Home

Cultura

Artículo

EL ALCALDE SOLITARIO

Con su nueva película, Clint Eastwood critica al Ejército de EE.UU.

18 de mayo de 1987

Coincidiendo con su primer año de ejercicio en la alcaldía del pequeño pueblo de Carmel, en California, el actor, productor y director Clint Eastwood mantiene furiosos a los militares norteamericanos por la imagen que de ellos proporciona en su nueva película, "El guerrero solitario", la historia de un sargento rebelde quien, a la cabeza de un grupo de pésimos reclutas que se convertirán en auténticas máquinas de guerra, organiza uno de los actos políticos más repudiados de la administración Reagan, la invasión a la pequeña isla de Granada.
Los militares no le perdonan a Eastwood que haya mostrado el entrenamiento como un infierno, ni que los oficiales para conseguir la obediencia tengan que soltar palabrotas cada cinco minutos, ni que las relaciones entre oficiales y subordinados lleguen al límite mismo de la rebelión en medio de las peores circunstancias ambientales.
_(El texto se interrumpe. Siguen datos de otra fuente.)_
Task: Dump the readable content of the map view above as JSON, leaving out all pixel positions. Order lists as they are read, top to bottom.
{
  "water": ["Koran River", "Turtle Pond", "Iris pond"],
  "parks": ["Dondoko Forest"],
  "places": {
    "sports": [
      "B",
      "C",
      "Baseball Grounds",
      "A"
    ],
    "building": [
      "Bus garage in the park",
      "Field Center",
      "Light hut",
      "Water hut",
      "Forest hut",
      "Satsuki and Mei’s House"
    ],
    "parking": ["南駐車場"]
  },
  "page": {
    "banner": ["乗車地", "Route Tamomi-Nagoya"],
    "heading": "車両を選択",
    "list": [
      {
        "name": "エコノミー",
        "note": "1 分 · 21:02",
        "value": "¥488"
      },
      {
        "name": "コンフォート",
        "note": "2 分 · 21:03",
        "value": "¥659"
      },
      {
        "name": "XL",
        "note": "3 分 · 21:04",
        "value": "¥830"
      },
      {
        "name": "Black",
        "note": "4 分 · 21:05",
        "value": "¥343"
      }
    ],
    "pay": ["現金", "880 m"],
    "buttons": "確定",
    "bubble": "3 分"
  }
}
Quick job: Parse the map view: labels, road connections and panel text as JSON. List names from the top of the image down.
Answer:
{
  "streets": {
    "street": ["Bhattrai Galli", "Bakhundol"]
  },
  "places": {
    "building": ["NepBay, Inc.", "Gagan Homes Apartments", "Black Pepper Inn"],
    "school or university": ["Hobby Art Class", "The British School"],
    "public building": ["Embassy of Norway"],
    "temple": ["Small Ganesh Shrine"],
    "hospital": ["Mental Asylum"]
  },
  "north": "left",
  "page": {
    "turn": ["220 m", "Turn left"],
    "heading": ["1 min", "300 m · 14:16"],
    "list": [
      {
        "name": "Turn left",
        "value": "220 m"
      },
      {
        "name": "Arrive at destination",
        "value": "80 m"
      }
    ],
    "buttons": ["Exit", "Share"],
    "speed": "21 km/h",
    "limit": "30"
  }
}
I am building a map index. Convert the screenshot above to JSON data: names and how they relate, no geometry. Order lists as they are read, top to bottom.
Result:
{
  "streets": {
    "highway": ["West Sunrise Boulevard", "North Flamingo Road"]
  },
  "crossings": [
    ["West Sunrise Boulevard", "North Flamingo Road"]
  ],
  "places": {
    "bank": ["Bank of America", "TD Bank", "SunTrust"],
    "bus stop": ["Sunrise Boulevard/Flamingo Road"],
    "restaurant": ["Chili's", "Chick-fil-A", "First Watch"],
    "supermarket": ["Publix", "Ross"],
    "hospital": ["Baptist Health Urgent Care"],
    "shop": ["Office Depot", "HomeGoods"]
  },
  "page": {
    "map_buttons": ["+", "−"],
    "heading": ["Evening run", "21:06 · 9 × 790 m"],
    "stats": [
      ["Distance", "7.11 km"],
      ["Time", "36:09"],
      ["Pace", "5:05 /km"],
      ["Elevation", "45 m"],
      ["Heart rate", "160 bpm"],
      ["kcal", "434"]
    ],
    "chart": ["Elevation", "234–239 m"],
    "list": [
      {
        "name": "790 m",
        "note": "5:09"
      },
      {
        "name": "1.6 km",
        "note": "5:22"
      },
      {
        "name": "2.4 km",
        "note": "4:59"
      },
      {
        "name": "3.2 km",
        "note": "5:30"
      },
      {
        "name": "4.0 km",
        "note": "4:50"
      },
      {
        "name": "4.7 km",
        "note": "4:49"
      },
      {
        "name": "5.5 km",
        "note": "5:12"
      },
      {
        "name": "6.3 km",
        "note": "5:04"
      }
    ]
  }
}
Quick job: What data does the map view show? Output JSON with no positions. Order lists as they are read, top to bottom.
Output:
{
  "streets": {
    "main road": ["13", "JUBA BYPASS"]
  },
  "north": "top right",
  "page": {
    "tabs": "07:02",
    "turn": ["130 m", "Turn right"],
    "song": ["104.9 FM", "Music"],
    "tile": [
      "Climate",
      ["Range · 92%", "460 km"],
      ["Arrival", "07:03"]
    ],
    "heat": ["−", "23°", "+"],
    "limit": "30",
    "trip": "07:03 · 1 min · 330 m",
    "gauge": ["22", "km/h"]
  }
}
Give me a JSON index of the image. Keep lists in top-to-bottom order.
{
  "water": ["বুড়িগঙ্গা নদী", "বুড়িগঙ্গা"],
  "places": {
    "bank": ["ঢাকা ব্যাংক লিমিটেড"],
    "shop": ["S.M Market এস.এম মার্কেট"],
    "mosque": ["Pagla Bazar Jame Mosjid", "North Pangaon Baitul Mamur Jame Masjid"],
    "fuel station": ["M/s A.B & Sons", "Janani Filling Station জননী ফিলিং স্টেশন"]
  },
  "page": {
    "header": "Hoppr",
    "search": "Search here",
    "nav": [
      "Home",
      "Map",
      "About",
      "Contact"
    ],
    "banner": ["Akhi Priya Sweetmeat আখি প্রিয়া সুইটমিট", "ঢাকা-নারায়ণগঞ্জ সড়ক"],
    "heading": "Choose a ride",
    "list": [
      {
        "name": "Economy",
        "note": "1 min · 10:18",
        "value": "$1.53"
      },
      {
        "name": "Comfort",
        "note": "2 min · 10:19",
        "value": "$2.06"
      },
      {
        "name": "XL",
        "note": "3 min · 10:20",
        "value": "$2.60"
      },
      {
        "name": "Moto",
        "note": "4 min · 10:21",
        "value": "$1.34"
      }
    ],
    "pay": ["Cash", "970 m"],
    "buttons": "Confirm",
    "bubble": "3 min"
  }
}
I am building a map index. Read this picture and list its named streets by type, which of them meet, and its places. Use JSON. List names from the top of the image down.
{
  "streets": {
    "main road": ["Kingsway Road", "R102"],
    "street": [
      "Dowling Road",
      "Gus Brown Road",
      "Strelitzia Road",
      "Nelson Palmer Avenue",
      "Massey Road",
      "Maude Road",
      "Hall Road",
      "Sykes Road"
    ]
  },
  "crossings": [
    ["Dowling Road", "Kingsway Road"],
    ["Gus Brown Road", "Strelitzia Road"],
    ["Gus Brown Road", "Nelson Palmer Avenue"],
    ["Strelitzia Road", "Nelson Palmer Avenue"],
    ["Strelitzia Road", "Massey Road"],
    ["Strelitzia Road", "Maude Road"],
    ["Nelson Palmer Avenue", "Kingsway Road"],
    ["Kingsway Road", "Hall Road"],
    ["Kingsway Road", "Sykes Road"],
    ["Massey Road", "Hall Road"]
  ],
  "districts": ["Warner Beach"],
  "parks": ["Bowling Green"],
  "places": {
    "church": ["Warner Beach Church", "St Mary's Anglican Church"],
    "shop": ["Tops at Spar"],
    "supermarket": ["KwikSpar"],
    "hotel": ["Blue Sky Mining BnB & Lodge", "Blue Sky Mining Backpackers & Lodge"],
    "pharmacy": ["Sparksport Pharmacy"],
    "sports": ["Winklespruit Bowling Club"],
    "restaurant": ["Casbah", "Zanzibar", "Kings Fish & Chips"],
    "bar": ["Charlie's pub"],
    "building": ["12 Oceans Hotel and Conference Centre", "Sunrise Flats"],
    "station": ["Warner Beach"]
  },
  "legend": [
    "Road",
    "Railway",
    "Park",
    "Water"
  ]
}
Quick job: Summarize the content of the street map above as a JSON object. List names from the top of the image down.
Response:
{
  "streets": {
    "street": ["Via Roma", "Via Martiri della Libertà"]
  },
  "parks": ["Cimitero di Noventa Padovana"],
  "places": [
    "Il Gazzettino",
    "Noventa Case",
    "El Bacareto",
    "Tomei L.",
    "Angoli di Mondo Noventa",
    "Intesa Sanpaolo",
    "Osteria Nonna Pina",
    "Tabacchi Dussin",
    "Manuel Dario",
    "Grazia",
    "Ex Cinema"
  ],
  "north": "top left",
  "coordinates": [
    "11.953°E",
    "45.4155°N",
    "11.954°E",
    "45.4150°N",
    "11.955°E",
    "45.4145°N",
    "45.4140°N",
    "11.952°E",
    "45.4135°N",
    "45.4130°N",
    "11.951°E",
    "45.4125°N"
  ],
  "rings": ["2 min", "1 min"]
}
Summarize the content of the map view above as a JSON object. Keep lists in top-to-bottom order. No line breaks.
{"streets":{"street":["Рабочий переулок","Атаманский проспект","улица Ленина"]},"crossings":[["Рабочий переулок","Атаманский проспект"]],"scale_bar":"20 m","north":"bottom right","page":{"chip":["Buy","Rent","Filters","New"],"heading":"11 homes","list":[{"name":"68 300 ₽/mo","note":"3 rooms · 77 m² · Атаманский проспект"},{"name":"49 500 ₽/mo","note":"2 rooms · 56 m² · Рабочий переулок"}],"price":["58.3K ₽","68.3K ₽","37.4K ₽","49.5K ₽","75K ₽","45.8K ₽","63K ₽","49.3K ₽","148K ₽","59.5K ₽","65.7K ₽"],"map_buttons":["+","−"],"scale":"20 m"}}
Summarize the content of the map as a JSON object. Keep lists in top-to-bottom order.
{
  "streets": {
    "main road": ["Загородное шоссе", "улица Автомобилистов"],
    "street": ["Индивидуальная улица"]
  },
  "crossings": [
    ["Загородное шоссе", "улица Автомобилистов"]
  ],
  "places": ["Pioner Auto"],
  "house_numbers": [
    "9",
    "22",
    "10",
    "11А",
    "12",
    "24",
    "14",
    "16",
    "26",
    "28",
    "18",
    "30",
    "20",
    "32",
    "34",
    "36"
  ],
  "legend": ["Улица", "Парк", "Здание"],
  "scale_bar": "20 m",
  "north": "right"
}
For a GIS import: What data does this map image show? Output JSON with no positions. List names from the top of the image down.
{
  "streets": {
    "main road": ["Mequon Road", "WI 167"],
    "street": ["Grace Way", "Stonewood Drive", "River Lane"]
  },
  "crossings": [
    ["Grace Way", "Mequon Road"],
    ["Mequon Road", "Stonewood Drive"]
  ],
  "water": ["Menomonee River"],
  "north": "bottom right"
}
El mismo Departamento de Estado, cuyas relaciones con Hollywood en los últimos años han sido más bien tranquilas expidió un comunicado en el cual recordaba a los espectadores rasos que esos soldados, esos instructores, esas condiciones de la vida militar nada tenían que ver con la realidad: los espectadores, mirando el pequeño grupo de marines que desembarca en la isla y arrasa con los cubanos y nativos y coloca la bandera norteamericana donde antes estaban otras, esos espectadores que han sido testigos del escándalo de los dineros calientes para los "contras", sonrien y se preguntan si acaso la realidad mostrada por Eastwood no es más cercana a ellos que la que quieren imponerle los funcionarios de la Casa Blanca.
Para nadie es una sorpesa esta película de Eastwood quien fue uno de los primeros en iniciar la rebelión contra Hollywood, constituyendo su propia empresa, la Malpaso, para producir las películas que quería hacer, con los actores escogidos por él y con los personajes que le fueran afines. Después de comenzar una carrera fructífera al lado de directores como Sergio Leone y Donald Siegel, es decir, haciendo de vaquero que mascaba un tabaco apagado y de inspector que siempre le preguntaba al reo, en el suelo, si ese era su día de suerte y entonces martillaba el revólver, mejor, la pistola Magnum enorme para comprobarlo, Eastwood se fue embarcando en proyectos cada vez más personales, construyendo historias que giran estrictamente alrededor del protagonista, con una cámara que lo sigue a todas partes, que lo esculca, que lo revisa ante ese espectador fascinado por un actor que casi no tiene gestos, que sonríe muy poco, que suelta palabrotas, que camina a lentas zancadas, que se mueve con la peligrosidad de un felino y resuelve las situaciones a su manera, como lo hace con estos muchachos a quienes destroza en el campo de entrenamiento, bajo el sol, ardidos por el sudor, el cansancio y el hambre y con quienes, sin que ellos lo sepan, establecer una complicidad que encontrará su mejor forma de expresión cuando lleguen a esa pequeña isla y la tomen a sangre y fuego y ni siquiera se dan la oportunidad de preguntarse si acaso lo qué hicieron era bueno o malo, simplemente lo hacían, porque era una orden.
Este sargento que responde ante una corte marcial, que tiene un pasado tortuoso, que es al fin adorado por sus hombres, es la imagen de ese alcalde que ha estado trabajando por un sueldo ridículo en un paraíso llamado Carmel, California, muy lejos de la isla invadida.